**Exercise aim**: Nothing is needed except the lines below that run from the one with "border:10px solid #d22;" through the one with "display:flex; gap:14px; margin-top:auto;", repeated exactly.

========================

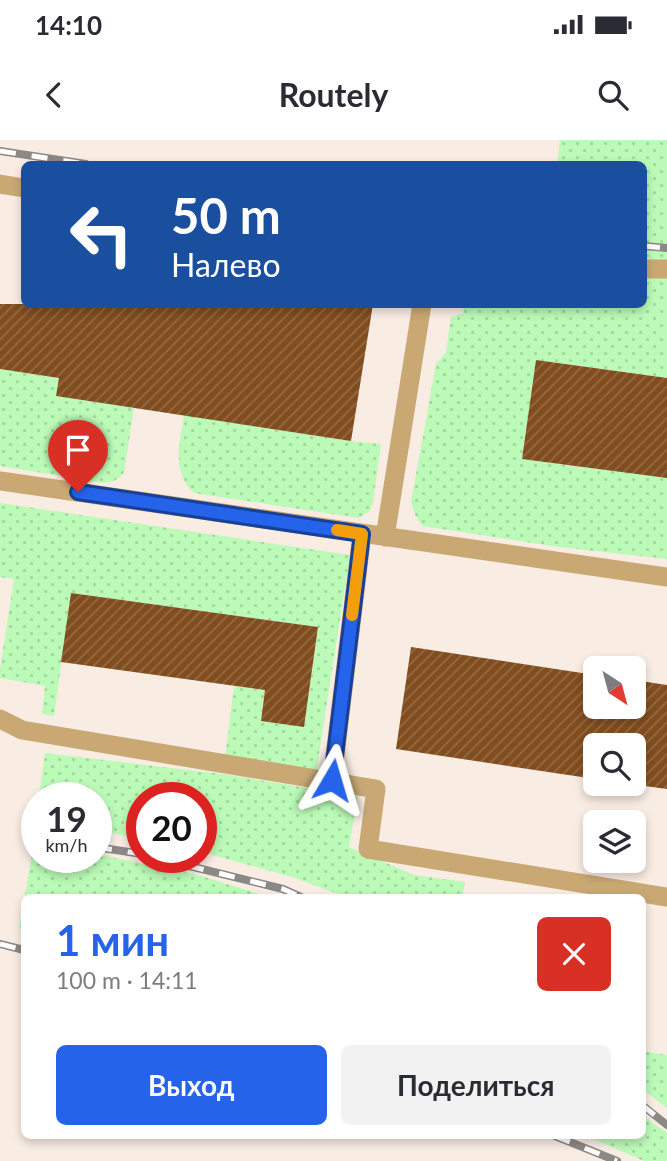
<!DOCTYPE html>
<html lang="ru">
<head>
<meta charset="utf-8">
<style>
	body { margin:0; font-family:Lato,sans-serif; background:#f2f2f3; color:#2b2b33; height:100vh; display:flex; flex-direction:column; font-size:26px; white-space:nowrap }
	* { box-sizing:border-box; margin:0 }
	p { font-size:23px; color:#7c7c81 }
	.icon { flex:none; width:38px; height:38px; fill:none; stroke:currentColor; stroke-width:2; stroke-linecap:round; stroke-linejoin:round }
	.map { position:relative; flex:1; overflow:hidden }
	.drawer { position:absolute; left:21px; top:754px; width:625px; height:245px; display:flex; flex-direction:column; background:#fff; border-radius:10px; box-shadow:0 4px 10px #0003 }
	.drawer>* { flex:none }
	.guide { position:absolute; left:21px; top:21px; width:626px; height:147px; border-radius:10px; box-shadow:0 4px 10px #0003; background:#1a4fa0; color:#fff; overflow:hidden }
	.needle { width:46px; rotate:144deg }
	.controls { position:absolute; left:583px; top:516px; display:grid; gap:14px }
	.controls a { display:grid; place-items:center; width:63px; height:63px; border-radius:10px; background:#fff; box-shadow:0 4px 10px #0003; font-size:35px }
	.speed { position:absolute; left:21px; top:642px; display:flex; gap:14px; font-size:35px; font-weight:700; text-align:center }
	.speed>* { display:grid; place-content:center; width:91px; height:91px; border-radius:50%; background:#fff; box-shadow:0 4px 10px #0003; line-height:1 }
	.speed small { font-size:18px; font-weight:400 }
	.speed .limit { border:10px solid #d22; background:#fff; color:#111 }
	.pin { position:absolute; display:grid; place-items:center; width:60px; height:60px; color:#fff; margin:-72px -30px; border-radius:50% 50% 50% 0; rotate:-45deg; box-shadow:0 0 7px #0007 }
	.pin .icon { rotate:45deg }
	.me { position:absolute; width:77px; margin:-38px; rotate:7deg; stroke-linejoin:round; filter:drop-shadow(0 0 5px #0008) }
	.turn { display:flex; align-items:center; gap:24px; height:147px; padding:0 35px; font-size:32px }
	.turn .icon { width:91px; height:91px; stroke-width:2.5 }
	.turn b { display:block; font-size:49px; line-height:60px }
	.round { display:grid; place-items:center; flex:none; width:74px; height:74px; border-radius:10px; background:#f2f2f3 }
	.headline { display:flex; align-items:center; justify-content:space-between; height:119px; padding:0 35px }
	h1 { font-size:42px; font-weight:700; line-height:52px; color:#2563eb }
	.button { display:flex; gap:14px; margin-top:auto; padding:14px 35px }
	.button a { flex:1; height:80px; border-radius:10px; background:#2563eb; color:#fff; font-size:28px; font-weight:700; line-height:80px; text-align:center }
	.button a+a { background:#f2f2f3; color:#2b2b33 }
	.status { display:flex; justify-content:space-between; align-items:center; height:49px; padding:0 35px; background:#fff; direction:ltr }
	.status svg { height:19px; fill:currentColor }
	header { display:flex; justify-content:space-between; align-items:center; height:91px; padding:0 35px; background:#fff; font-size:32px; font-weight:700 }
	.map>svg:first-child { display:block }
</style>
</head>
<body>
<div class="status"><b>14:10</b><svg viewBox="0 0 49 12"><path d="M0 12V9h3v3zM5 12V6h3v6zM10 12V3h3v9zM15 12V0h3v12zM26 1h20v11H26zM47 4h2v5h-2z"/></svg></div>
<header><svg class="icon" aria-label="back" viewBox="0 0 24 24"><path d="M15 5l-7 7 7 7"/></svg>Routely<svg class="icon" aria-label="search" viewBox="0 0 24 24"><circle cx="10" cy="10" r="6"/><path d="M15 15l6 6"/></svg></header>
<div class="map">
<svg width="667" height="1021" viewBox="0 0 667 1021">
	<defs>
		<pattern id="grass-dots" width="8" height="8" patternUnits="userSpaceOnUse" patternTransform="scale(1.75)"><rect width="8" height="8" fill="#bbfab7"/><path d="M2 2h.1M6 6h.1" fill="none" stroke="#a1d69d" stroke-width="1.8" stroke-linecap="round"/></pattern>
		<pattern id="building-hatch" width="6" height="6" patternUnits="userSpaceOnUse" patternTransform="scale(1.75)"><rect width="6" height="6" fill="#824d1e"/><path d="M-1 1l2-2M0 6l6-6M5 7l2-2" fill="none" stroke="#916a46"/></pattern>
	</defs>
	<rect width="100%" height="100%" fill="#fdf8f4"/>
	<!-- built -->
	<path fill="#f8ece3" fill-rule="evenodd" d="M0,0H667V1021H0ZM24,24H644V164H24ZM595,528H634V567H595ZM595,606H634V644H595ZM37,658H96V718H37ZM142,658H201V718H142ZM595,682H634V721H595ZM24,758H642V996H24Z"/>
	<!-- grass -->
	<path fill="url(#grass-dots)" d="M560,0H667V238L536,220L522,319L667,338V419L559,407L422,386L415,375L411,362L436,224L446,212L451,177L463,173L464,165L644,164V24H557Z
		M0,229L59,238L56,256L134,268L124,332C119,340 112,342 103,343L0,326Z
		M184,275L351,301L381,304L373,362L370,371L359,378L194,353C171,333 180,302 184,275Z
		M0,363L350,415L316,633L225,618L234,546L265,550L261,581L304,587L318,487L71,453L54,576L42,574L45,546L0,538V529L14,439L0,437Z
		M45,613L222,634L358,656L349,707L414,735L465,742L462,758H349L292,737L201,712V658H142V699L96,690V658H39Z
		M34,703H37V718H96V714L198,735L272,758H24V790L19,788Z
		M642,911L667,915V968L642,949Z
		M642,975L667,993V1021H644L587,996H642Z"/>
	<!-- building -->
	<path fill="url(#building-hatch)" d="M0,164H373L351,301L56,256L59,238L0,229Z
		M536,220L667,238V338L522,319Z
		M71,453L318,487L304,587L261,581L265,550L61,522Z
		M411,507L595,535V567H634V540L667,545V649L630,644H634V606H595V639L396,609Z"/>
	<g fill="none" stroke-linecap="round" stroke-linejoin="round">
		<!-- lane -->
		<path stroke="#c9a874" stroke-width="19" d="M0,44L24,48
			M644,129H667
			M0,341L667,437
			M385,397L422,164
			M0,579L22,590L376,649L368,709L667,757
			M332,640L362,394"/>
		<!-- rail casing -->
		<g stroke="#8c8886" stroke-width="8">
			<path id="rail" d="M0,11L86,24
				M644,106L667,108
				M36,699H37
				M96,707L142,714
				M157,718L283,749L303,758
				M0,804L24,810
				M642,965L667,985
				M555,996L617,1021"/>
		</g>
		<!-- rail -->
		<use href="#rail" stroke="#fff" stroke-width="5" stroke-dasharray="16" stroke-linecap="butt"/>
	</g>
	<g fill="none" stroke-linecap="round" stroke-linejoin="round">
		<!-- route casing -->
		<g stroke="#184099" stroke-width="18">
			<path id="route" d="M78,352L362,394L332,640"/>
		</g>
		<!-- route -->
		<use href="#route" stroke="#2563eb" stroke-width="12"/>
		<!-- slow -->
		<path stroke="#f59e0b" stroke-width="12" d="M337,390L362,394L352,475"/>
	</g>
</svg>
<div class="controls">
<a><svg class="needle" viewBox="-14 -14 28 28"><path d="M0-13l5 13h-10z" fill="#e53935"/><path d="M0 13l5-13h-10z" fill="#7c7c81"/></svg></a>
<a><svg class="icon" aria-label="search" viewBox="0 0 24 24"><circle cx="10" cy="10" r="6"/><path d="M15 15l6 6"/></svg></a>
<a><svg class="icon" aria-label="layers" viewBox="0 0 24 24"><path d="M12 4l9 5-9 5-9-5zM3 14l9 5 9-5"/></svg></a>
</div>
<div class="speed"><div>19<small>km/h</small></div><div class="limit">20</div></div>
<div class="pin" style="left:78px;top:352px;background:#d93025"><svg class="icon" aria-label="arrive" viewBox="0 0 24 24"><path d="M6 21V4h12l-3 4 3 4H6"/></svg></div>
<svg class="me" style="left:332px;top:640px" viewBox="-20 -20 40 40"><path d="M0-17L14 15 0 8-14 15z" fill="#2563eb" stroke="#fff" stroke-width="4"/></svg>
<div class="guide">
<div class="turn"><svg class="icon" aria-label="left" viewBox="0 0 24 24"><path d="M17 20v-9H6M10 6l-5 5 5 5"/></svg><div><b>50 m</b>Налево</div></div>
</div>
<section class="drawer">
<div class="headline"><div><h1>1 мин</h1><p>100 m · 14:11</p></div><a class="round" style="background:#d93025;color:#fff"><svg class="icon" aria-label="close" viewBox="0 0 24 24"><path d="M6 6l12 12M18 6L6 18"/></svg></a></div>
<div class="button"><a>Выход</a><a>Поделиться</a></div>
</section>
</div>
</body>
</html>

========================

**Answer below**:
	.speed .limit { border:10px solid #d22; background:#fff; color:#111 }
	.pin { position:absolute; display:grid; place-items:center; width:60px; height:60px; color:#fff; margin:-72px -30px; border-radius:50% 50% 50% 0; rotate:-45deg; box-shadow:0 0 7px #0007 }
	.pin .icon { rotate:45deg }
	.me { position:absolute; width:77px; margin:-38px; rotate:7deg; stroke-linejoin:round; filter:drop-shadow(0 0 5px #0008) }
	.turn { display:flex; align-items:center; gap:24px; height:147px; padding:0 35px; font-size:32px }
	.turn .icon { width:91px; height:91px; stroke-width:2.5 }
	.turn b { display:block; font-size:49px; line-height:60px }
	.round { display:grid; place-items:center; flex:none; width:74px; height:74px; border-radius:10px; background:#f2f2f3 }
	.headline { display:flex; align-items:center; justify-content:space-between; height:119px; padding:0 35px }
	h1 { font-size:42px; font-weight:700; line-height:52px; color:#2563eb }
	.button { display:flex; gap:14px; margin-top:auto; padding:14px 35px }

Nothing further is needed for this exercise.